Collected data
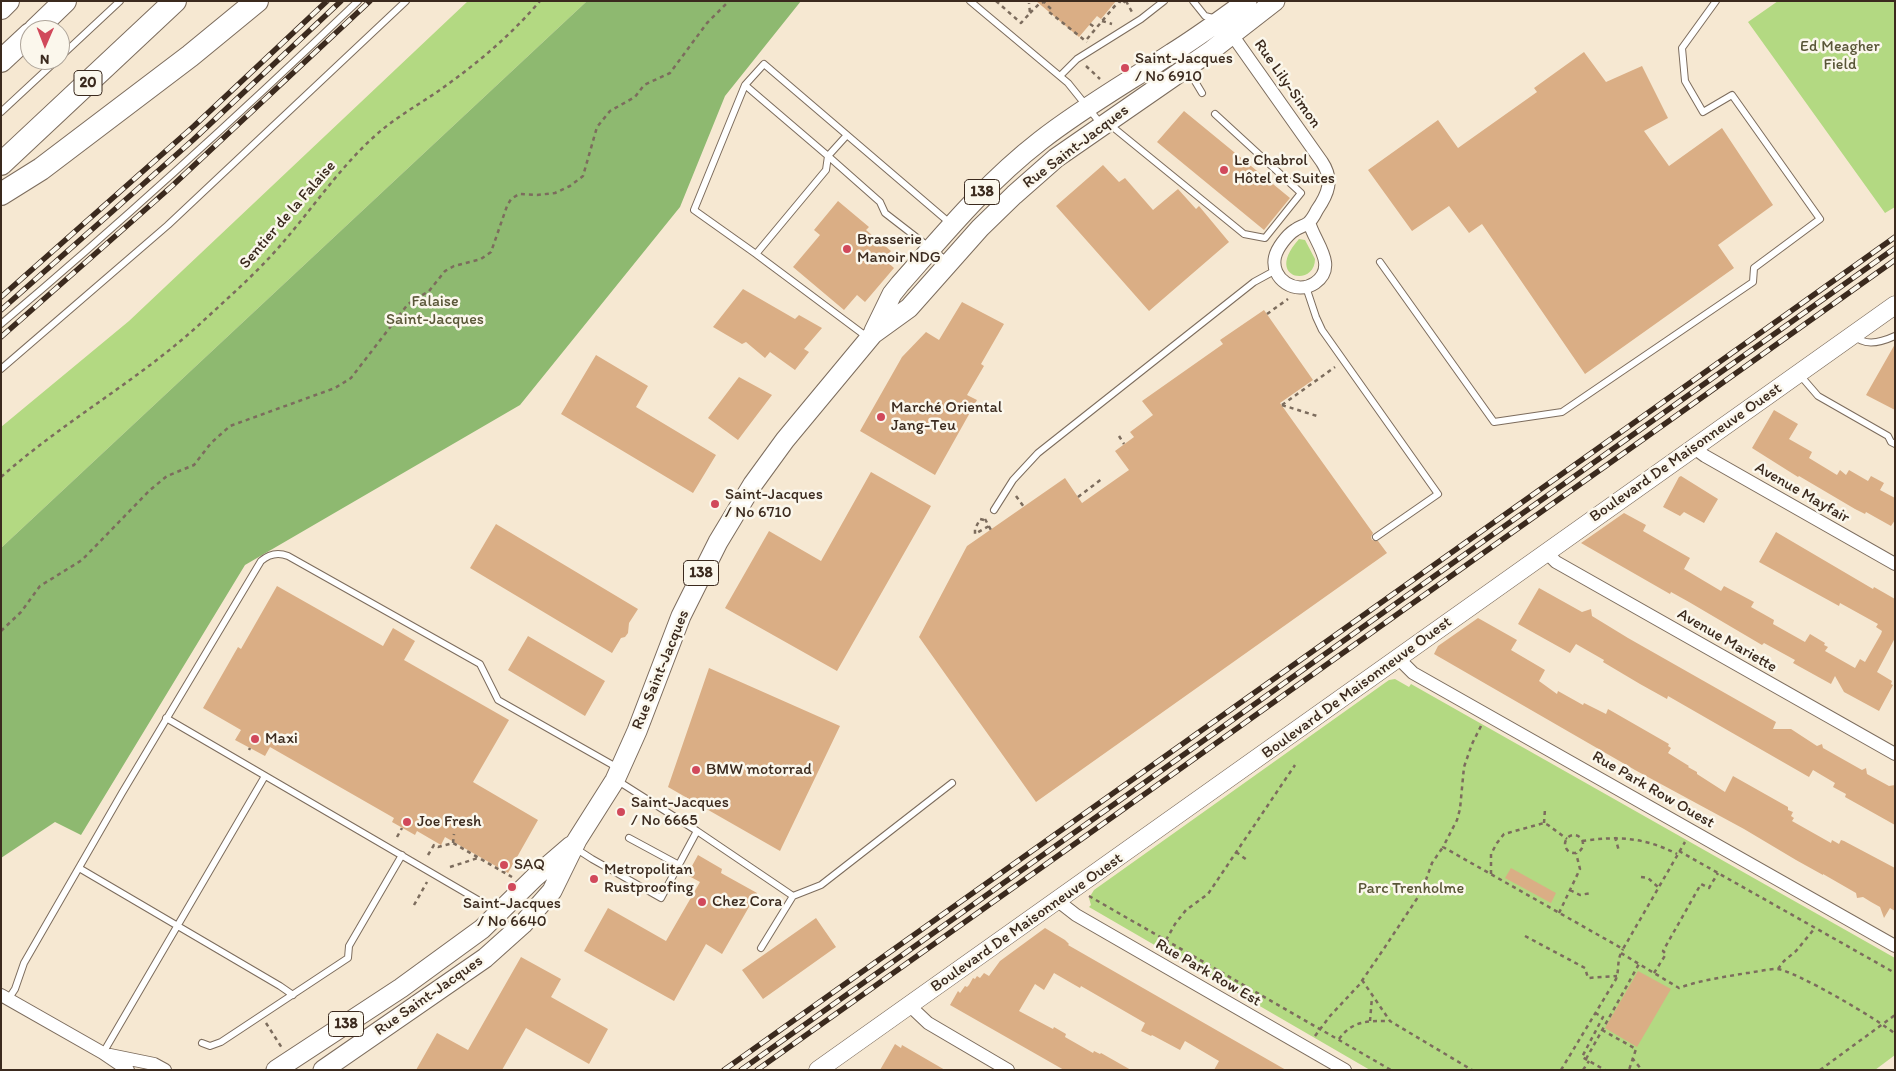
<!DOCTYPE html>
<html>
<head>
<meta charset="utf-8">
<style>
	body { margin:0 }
	#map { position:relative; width:1896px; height:1071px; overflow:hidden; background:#f6e8d2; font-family:Itim,sans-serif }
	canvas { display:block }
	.frame { position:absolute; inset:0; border:2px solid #3b2a1e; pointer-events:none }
	.north { position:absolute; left:20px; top:20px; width:50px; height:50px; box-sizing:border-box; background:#fbf7ec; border:1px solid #aea59a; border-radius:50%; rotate:181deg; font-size:14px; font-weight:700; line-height:20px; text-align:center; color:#3b2a1e }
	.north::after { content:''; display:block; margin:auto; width:18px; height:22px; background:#d1495b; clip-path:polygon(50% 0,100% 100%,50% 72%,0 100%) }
</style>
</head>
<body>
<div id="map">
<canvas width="1896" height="1071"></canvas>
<div class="frame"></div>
<div class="north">N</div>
</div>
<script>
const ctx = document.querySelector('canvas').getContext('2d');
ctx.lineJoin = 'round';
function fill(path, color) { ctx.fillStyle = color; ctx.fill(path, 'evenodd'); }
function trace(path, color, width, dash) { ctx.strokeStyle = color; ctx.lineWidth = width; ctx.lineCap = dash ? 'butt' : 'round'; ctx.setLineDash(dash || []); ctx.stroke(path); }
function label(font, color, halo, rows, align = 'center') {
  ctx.font = font + ' Itim,sans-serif'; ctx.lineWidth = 5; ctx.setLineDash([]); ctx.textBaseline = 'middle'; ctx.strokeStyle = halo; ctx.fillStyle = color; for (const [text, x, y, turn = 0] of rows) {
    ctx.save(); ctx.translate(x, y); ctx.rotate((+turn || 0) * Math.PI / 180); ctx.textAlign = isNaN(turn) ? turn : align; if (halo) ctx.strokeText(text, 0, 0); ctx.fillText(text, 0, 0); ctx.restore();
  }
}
const green = new Path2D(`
	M468,1H587L1,548V427L129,321Z
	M1778,1H1895V207L1885,213L1748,22Z
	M1299,239L1305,240L1315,259C1315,288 1263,279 1299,239Z
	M1395,679L1409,687L1411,684L1895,958V1055L1875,1070H1370L1089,907L1091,905L1089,898L1094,890L1389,680Z`);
const forest = new Path2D(`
	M587,1H801L725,96L680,207L520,405L245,565L81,835L55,822L1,858V548Z`);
const building = new Path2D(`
	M1036,1H1116L1101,19L1097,16L1079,37Z
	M1584,52L1606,82L1642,66L1668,118L1644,131L1669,166L1722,128L1773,205L1718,245L1734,268L1585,374L1482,224L1469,233L1449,206L1412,231L1368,170L1438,120L1458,148L1537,92L1534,88Z
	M1184,111L1290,198L1264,230L1157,142Z
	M1103,165L1119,182L1125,178L1153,210L1178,189L1196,209L1199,206L1229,242L1149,311L1056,206Z
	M838,201L869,227L866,230L891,251L884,259L894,268L865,302L857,295L844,310L793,267L820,235L814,230Z
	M743,289L795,319L799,315L822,328L804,349L809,352L795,370L770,352L765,358L746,342L742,344L713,327Z
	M962,302L1004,324L981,364L984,366L967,395L977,400L935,475L860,431L902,357L926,332L939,340Z
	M1264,310L1313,380L1280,403L1373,533L1371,537L1372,540L1378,541L1387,553L1036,802L919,637L967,546L1065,478L1082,503L1129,470L1115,451L1134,437L1130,432L1153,415L1142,401L1223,344L1220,340Z
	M1895,344V410L1866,395Z
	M596,355L648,386L636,407L716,455L693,493L561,414Z
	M739,377L772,395L738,440L708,418Z
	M1774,410L1798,424L1789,439L1812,452L1809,458L1837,475L1840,470L1846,475L1849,470L1868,481L1871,476L1884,483L1880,490L1895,498V520L1891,526L1866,512L1865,514L1855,509L1799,476L1798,477L1752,448Z
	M871,472L931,506L837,671L725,608L769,531L821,561Z
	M1681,476L1718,499L1704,523L1684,512L1680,516L1663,507L1679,477Z
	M1624,513L1646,525L1643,531L1690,558L1684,569L1721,591L1724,586L1754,602L1751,607L1774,620L1773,624L1805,642L1810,634L1825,643L1824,645L1828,647L1825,651L1855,668L1860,659L1865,662L1881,634L1882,631L1876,627L1878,624L1840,603L1839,606L1759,562L1776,532L1873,589L1874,587L1895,599V638L1877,672L1892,681L1891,684L1893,685L1879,711L1844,692L1835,676L1831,684L1793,663L1795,660L1764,643L1762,645L1689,602L1671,592L1670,594L1581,543Z
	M496,524L638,609L629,623L628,633L625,637L621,638L612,653L470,568Z
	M277,586L383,646L393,628L415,641L404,660L509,720L473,782L538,820L508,873L445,837L441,845L417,831L415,835L392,822L394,818L270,747L265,756L235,740L241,730L203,708L238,647L241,649Z
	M1539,588L1582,612L1591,609L1592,616L1628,638L1776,722L1773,729H1791L1817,746L1822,744L1823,748L1862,770L1866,768L1867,774L1889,786L1895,785V825L1845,797L1846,794L1833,787L1835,783L1813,770L1809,777L1668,696L1667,699L1640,684L1603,662L1604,660L1576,644L1570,653L1518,624Z
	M1478,618L1517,640L1511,650L1545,670L1539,681L1557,694L1558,691L1583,705L1584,703L1606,714L1608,709L1669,744L1668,746L1671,748L1668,753L1689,766L1688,767L1697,772V774L1725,792L1733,776L1788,807V810L1793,812L1791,816L1794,818L1792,821L1831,843L1832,840L1839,844L1841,840L1844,841L1895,868V911L1890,908L1884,918L1880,907L1871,902L1863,897L1857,898L1856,893L1823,874V875L1796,860L1744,829L1635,770L1434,654L1438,646Z
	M528,636L605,681L585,716L508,670Z
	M709,668L840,726L780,851L668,787Z
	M698,855L722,869L721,873L757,893L722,954L706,944L674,1001L584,951L608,908L666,941L700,882L687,875Z
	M1511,868L1556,893L1551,903L1505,878Z
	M816,918L836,947L763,999L742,970Z
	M1045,928L1065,940L1069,944L1068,945L1286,1070H1214L1219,1061L1185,1041L1180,1050L1152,1035L1151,1036L1141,1031L1145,1023L1081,986L1080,988L1054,973L1044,990L1035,984L1019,1011L1053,1029L1054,1027L1066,1034L1065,1037L1093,1053L1094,1051L1100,1054L1101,1053L1131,1070H1064L950,1005L958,991L960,993L965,986L967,987L969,985L973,978L975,979L977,976L980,978L984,973L989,976L1000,961Z
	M521,957L561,979L551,997L608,1029L589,1064L526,1028L502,1070H416L437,1033L468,1050Z
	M1638,971L1671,989L1637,1047L1605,1028Z
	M895,1044L901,1048L902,1045L945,1070H880Z`);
const path = new Path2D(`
	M996,1L1021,23L1030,13L1029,3
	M1126,1L1132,12
	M1030,13L1040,3L1044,2L1051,9L1049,12L1087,42
	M1102,21L1112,24
	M1090,24L1096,28
	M1087,39L1119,1L1123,4L1125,1
	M1086,66L1100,79
	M1267,314L1288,299
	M1282,405L1335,367
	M1282,405L1317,416
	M1119,436L1124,444
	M1,477C64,421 139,380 201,323C230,296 260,270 285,240C315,205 341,166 376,135C397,116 422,103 444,87C479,62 512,34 540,1
	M1016,496L1024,507
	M1078,497L1103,478
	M985,519L991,530
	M984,520L980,519L975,529V534L989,526
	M1,631L21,612L40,586L82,560L150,490L167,476L194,465L211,443L230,426L335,388L351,378L408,304L429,291L445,271L454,266L481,259L491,252L507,206L511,199L519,194L537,195L555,193L570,186L583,176L597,127L610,111L635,97L644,85L670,73L707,23L729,1
	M1481,726L1472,744L1464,767L1460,809L1457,820L1443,847L1623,949L1685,842
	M249,750L250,748
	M1544,823L1545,809
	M1565 844a9 9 0 1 1 18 0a9 9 0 1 1-18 0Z
	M397,837L402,828
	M1615,837L1619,851
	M1582,841C1617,836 1644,837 1677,854
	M453,843L454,834
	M1679,851L1895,973
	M1236,852L1247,860
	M428,855L434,845L438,847L453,843L512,877
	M450,867L478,858
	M1491,874V854L1497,843L1504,834L1544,823L1548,825L1567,839
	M1641,877L1648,878L1658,887
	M1570,890L1580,895L1591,893
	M1089,896L1391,1070
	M414,905L427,882
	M1559,913L1580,869L1576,853
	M1525,936L1585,968L1588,978L1617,976
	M1166,940L1175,924L1186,910L1208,894L1295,765
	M1621,953L1639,964
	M1778,969L1784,961L1796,951L1815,928
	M1654,973L1666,954L1663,951L1701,884L1709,888L1718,873
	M1362,980L1390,1021L1472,1070
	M1595,1013L1603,1017L1582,1057L1605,1070
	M1370,1021L1372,997
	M266,1023L282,1048
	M1602,1030L1636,1049L1629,1070
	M1315,1036L1330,1016L1359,985L1383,950L1422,891L1432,863L1443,847
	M1339,1039C1353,1020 1368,1021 1390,1021
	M1632,1058L1642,1070
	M1586,1059L1639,964L1679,988C1701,980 1724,977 1747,973C1757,972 1767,969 1777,969C1794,970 1881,1021 1895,1034
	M1561,1070L1616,979C1620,967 1616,961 1623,949
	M1583,1070L1589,1061
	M1820,1070L1895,1015`);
const lane = new Path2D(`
	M970,1L1068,83L1101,124
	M1193,1L1205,16L1217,19
	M60,57L120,1
	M1187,68L1202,93
	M1060,76L1077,59L1141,19L1164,1
	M745,85L694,210L756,254
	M1,112L57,60
	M1109,124L1244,234L1265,238L1301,193L1215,114
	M847,135L828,156L880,202L885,213L947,261
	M1380,262L1494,422L1562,412L1753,282L1754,268L1820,219L1732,95L1703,112L1685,81L1682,48L1716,1
	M1306,287L1316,317L1322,330L1438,494L1376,537
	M1,324C124,220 242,112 358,1
	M1854,335C1864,347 1882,342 1895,336
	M867,337L756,254L826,170L828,156L745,85L764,64L951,224
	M1,369L168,225L406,1
	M1799,374L1818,396L1888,436L1891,442L1895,444
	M994,510L1013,480L1038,453L1254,282L1276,270
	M166,718L478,900L489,907L513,931
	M618,781L697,831L793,896L761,948
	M629,838L679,865
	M575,848L592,859L661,898L697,831
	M79,868L280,986L293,995
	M793,896L821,885L952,783
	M9,998L15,989L24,963L122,793L261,561C269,554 278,552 288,556L480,664L498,700L618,768
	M202,1043L210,1046L221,1042L348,958L349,946L402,855
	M103,1053L265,776`);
const street = new Path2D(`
	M1228,29L1322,162C1334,180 1328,194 1317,210C1315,214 1312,220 1308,223C1304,226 1299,227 1295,230C1287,235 1277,248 1275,257C1270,279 1296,296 1315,283C1339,266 1314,242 1309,222
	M1694,448L1705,456L1895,564
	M1546,552L1556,562L1895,754
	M1399,659L1413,673L1895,946
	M1058,901L1076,915L1345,1070
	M1,995L103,1053L128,1070
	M910,1006L928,1023L1008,1070
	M110,1055L154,1064L165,1070`);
const secondary = new Path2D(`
	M818,1070L1895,305`);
const primary = new Path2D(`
	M874,331L892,294L900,284C945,233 986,183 1040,141C1082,108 1128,82 1172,53C1198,37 1222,19 1247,1
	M276,1070L401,988L482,929L535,877L571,846
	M323,1070L485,958L523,924L552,891L577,840L615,780L637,731L681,616L718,542L753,484L785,440L873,334L909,308L980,228L1014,195L1056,158L1212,50L1275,1`);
const highway = new Path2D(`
	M1,8L8,1
	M35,30L65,1
	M1,61L30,34
	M1,164L175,1
	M1,194L41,169L190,56L257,1`);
const rail = new Path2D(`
	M1,297L194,126L327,1
	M1,310L193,140L341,1
	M1,337L172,186L370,1
	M724,1070L1895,237
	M741,1070L1895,248
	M757,1070L1895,260`);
const markers = [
	[1125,68,5,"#d1495b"],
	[1224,170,5,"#d1495b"],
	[847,249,5,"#d1495b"],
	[881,417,5,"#d1495b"],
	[715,504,5,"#d1495b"],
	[255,739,5,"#d1495b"],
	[696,770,5,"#d1495b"],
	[621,812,5,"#d1495b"],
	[407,822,5,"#d1495b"],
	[504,865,5,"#d1495b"],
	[594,879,5,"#d1495b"],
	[512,887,5,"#d1495b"],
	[702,902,5,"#d1495b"]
];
const shields = [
	[88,83,28],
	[982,192,35],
	[701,573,35],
	[346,1024,35]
];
const shieldNames = [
	["20",88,83],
	["138",982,192],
	["138",701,573],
	["138",346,1024]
];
const parkNames = [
	["Ed Meagher",1840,47],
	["Field",1840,65],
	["Falaise",435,302],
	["Saint-Jacques",435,320],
	["Parc Trenholme",1411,889]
];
const poiNames = [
	["Saint-Jacques",1135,59],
	["/ No 6910",1135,77],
	["Le Chabrol",1234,161],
	["Hôtel et Suites",1234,179],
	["Brasserie",857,240],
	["Manoir NDG",857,258],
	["Marché Oriental",891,408],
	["Jang-Teu",891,426],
	["Saint-Jacques",725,495],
	["/ No 6710",725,513],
	["Maxi",265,739],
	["BMW motorrad",706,770],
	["Saint-Jacques",631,803],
	["/ No 6665",631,821],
	["Joe Fresh",417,822],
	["SAQ",514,865],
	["Metropolitan",604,870],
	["Rustproofing",604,888],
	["Chez Cora",712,902],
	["Saint-Jacques",512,904,"center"],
	["/ No 6640",512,922,"center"]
];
const streetNames = [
	["Rue Lily-Simon",1287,84,55],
	["Rue Saint-Jacques",1076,147,-37],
	["Sentier de la Falaise",288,215,-49],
	["Boulevard De Maisonneuve Ouest",1686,453,-35],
	["Avenue Mayfair",1802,493,30],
	["Avenue Mariette",1727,641,30],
	["Rue Saint-Jacques",661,670,-68],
	["Boulevard De Maisonneuve Ouest",1357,688,-36],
	["Rue Park Row Ouest",1653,790,30],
	["Boulevard De Maisonneuve Ouest",1027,923,-35],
	["Rue Park Row Est",1208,973,30],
	["Rue Saint-Jacques",429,996,-35]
];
fill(green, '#b3d982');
fill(forest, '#8eb970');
fill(building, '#daae85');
trace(lane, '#7c6c5d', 8);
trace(street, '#7c6c5d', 14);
trace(secondary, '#7c6c5d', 19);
trace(primary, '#7c6c5d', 21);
trace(highway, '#7c6c5d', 24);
trace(path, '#7c6c5d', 2.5, [4, 4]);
trace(lane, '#fff', 6);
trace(street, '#fff', 12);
trace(secondary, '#fff', 18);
trace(primary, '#fff', 19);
trace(highway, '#fff', 22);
trace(rail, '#3b2a1e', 5.5);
trace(rail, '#fbf7ec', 4, [11]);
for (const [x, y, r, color] of markers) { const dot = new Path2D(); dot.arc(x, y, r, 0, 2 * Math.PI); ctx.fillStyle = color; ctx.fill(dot); trace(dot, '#fbf7ec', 2); }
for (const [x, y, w] of shields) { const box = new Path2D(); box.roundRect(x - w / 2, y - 12.5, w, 25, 4); ctx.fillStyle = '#fbf7ec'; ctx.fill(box); trace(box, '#3b2a1e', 1); }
label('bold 15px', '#3b2a1e', null, shieldNames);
label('16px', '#595637', '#fbf7ec', parkNames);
label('16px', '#3b2a1e', '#fbf7ec', poiNames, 'left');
label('16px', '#3b2a1e', '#fbf7ec', streetNames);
</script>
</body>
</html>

■ **Description of the task**
Reproduce each line above that contains "halo".

■ **Response to this task**
function label(font, color, halo, rows, align = 'center') {
  ctx.font = font + ' Itim,sans-serif'; ctx.lineWidth = 5; ctx.setLineDash([]); ctx.textBaseline = 'middle'; ctx.strokeStyle = halo; ctx.fillStyle = color; for (const [text, x, y, turn = 0] of rows) {
    ctx.save(); ctx.translate(x, y); ctx.rotate((+turn || 0) * Math.PI / 180); ctx.textAlign = isNaN(turn) ? turn : align; if (halo) ctx.strokeText(text, 0, 0); ctx.fillText(text, 0, 0); ctx.restore();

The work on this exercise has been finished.